▶ [Listed records]:
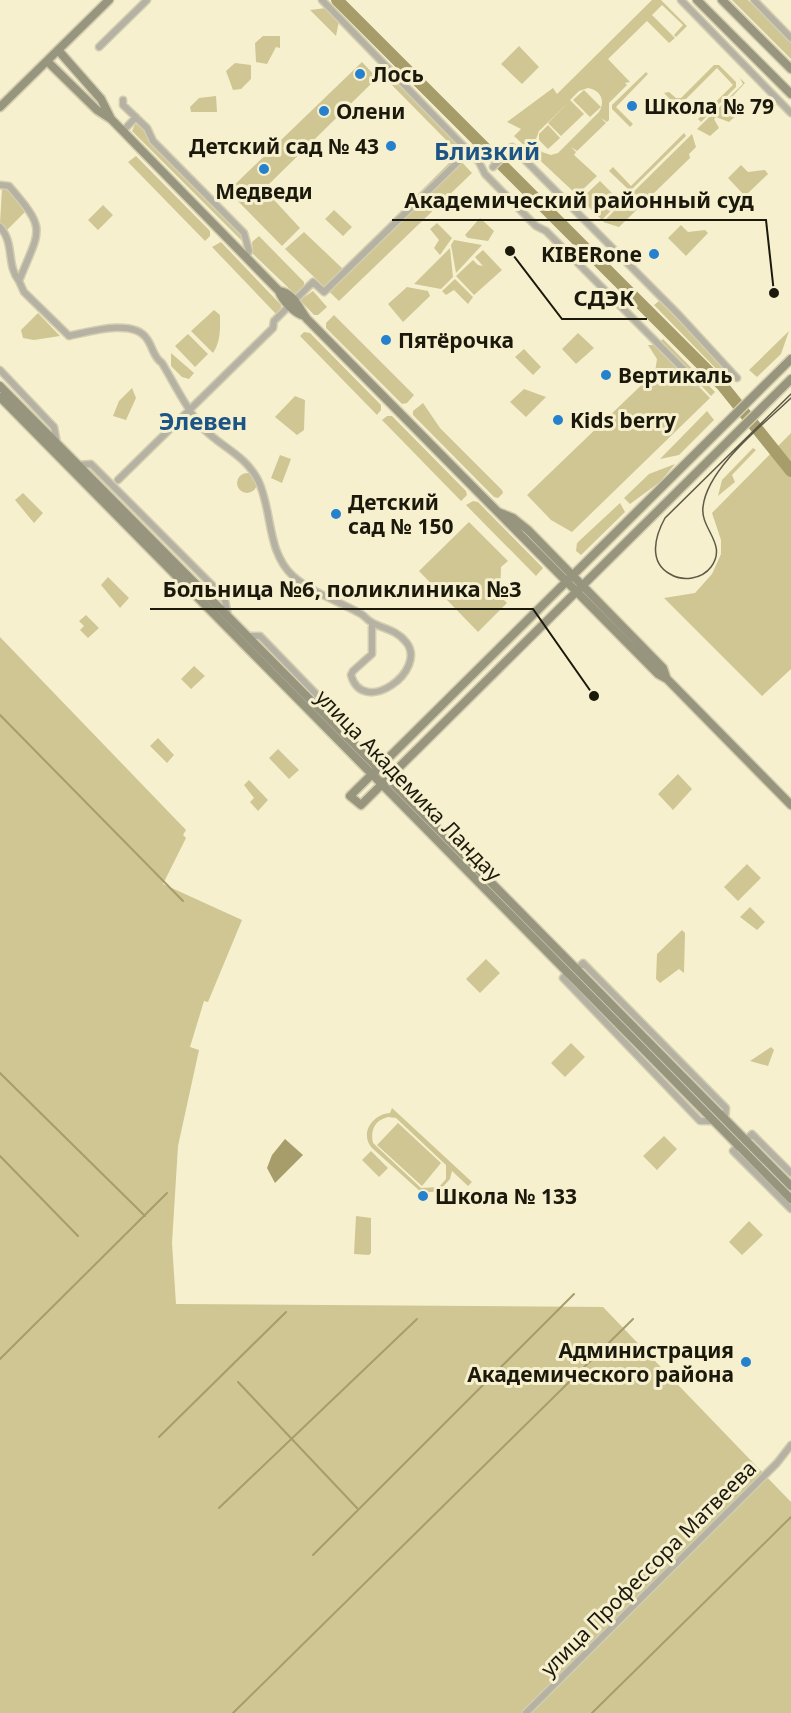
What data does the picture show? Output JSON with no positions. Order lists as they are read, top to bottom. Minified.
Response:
{"streets":{"street":["улица Академика Ландау","улица Профессора Матвеева"]},"districts":["Близкий","Элевен"],"places":["Лось","Школа № 79","Олени","Детский сад № 43","Медведи","СДЭК","KIBERone","Академический районный суд","Пятёрочка","Вертикаль","Kids berry","Детский сад № 150","Больница №6, поликлиника №3","Школа № 133","Администрация Академического района"]}
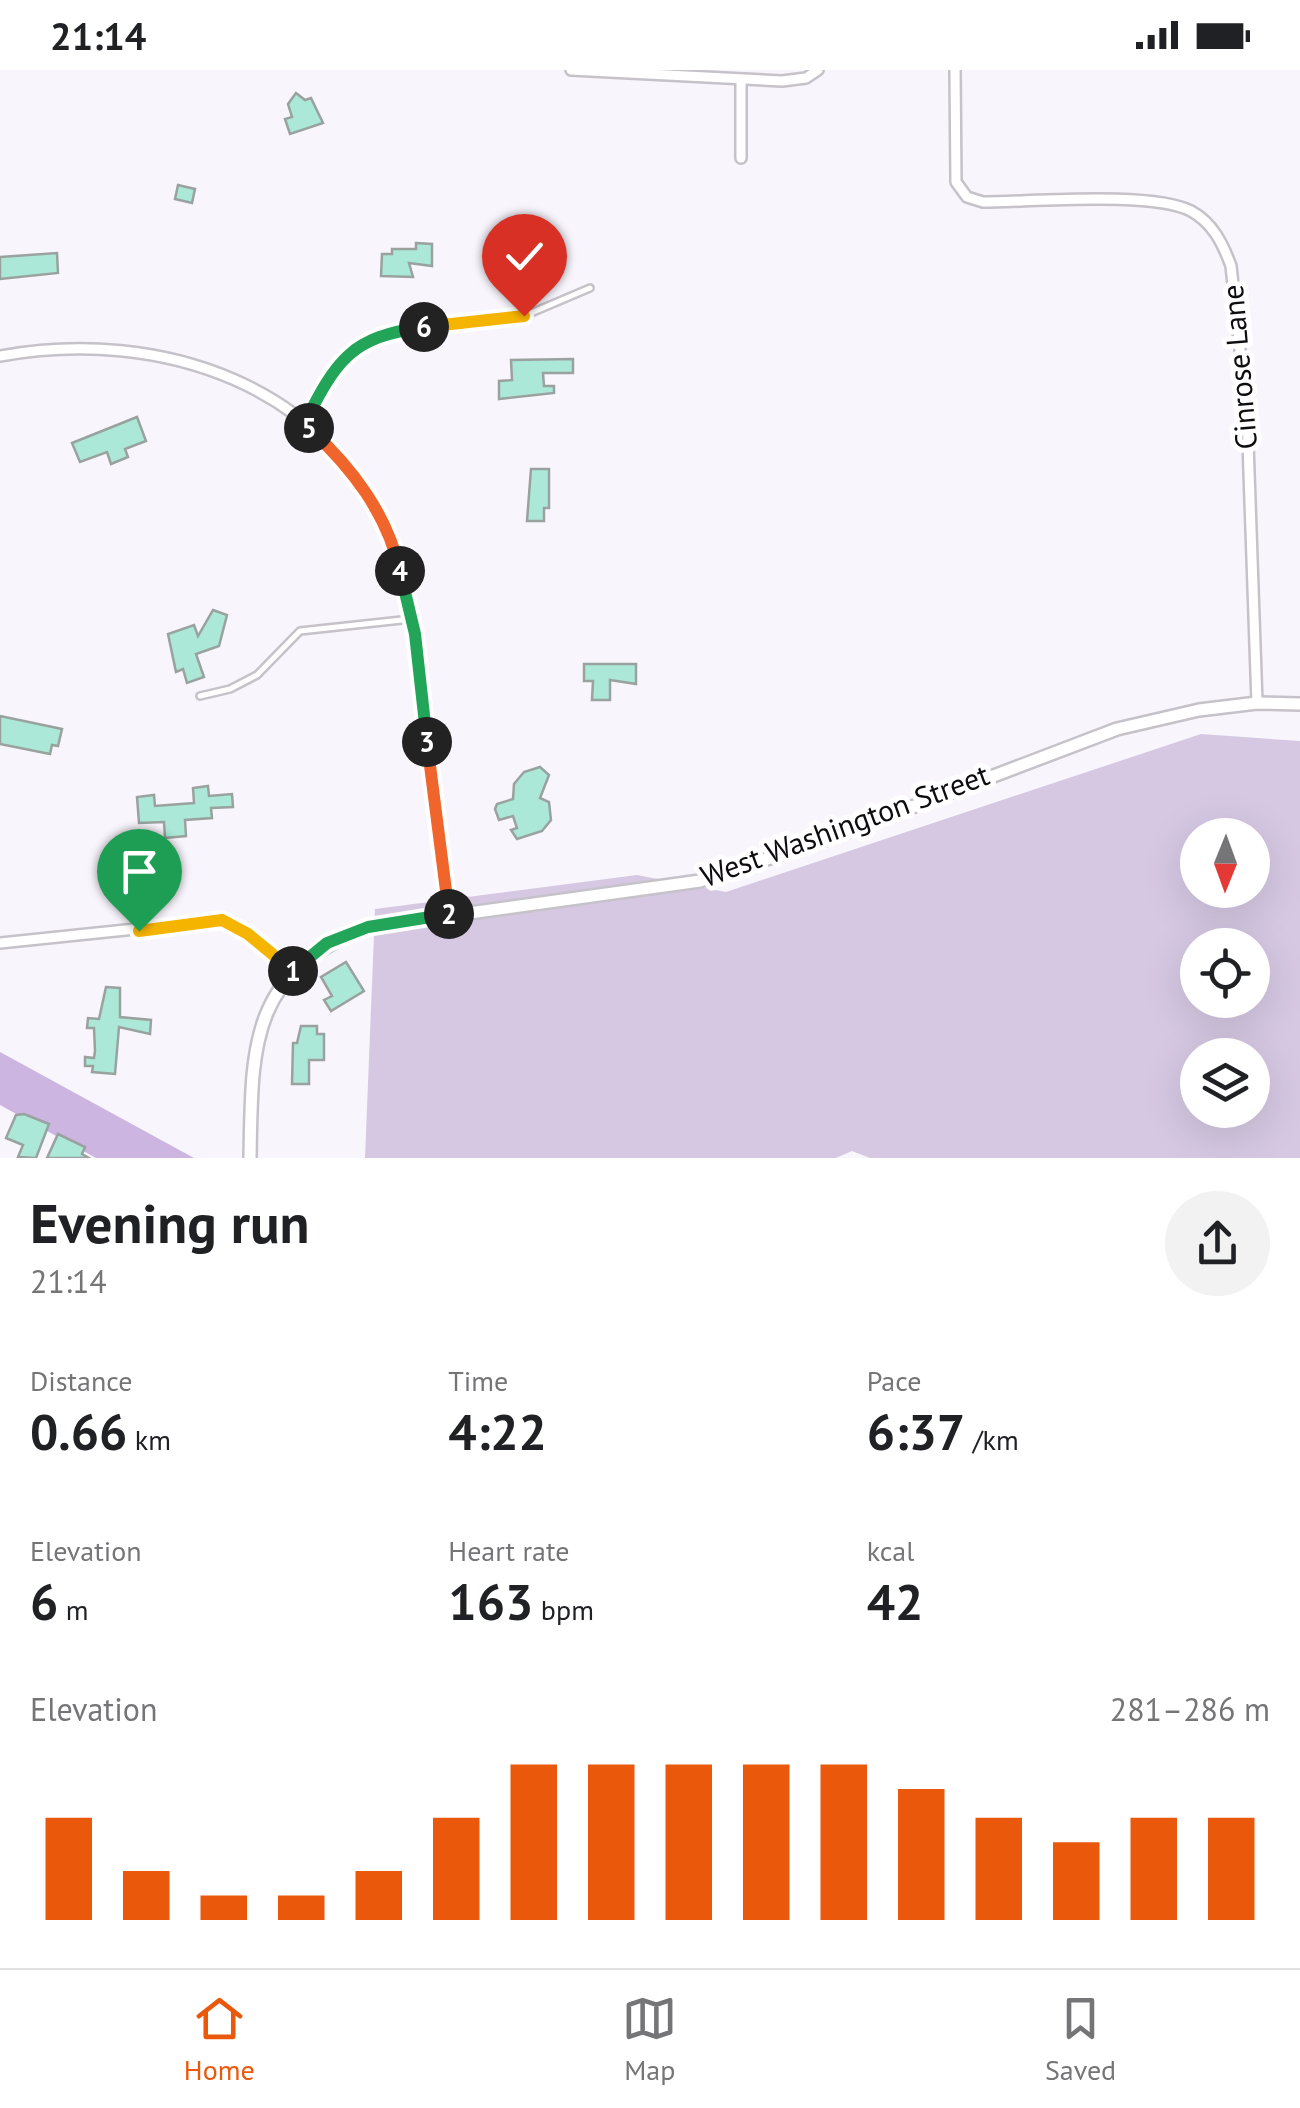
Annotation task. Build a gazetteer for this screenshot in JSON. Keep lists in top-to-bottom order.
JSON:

▶ [Work to be completed]:
The pictures are to be omitted, and the rest of the listing is to be transcribed exactly.

▶ [Response to the exercise]:
What data does the picture show? Output JSON with no positions. Order lists as they are read, top to bottom. Minified.
Response:
{"streets":{"street":["улица Академика Ландау","улица Профессора Матвеева"]},"districts":["Близкий","Элевен"],"places":["Лось","Школа № 79","Олени","Детский сад № 43","Медведи","СДЭК","KIBERone","Академический районный суд","Пятёрочка","Вертикаль","Kids berry","Детский сад № 150","Больница №6, поликлиника №3","Школа № 133","Администрация Академического района"]}
Annotation task. Build a gazetteer for this screenshot in JSON. Keep lists in top-to-bottom order.
JSON:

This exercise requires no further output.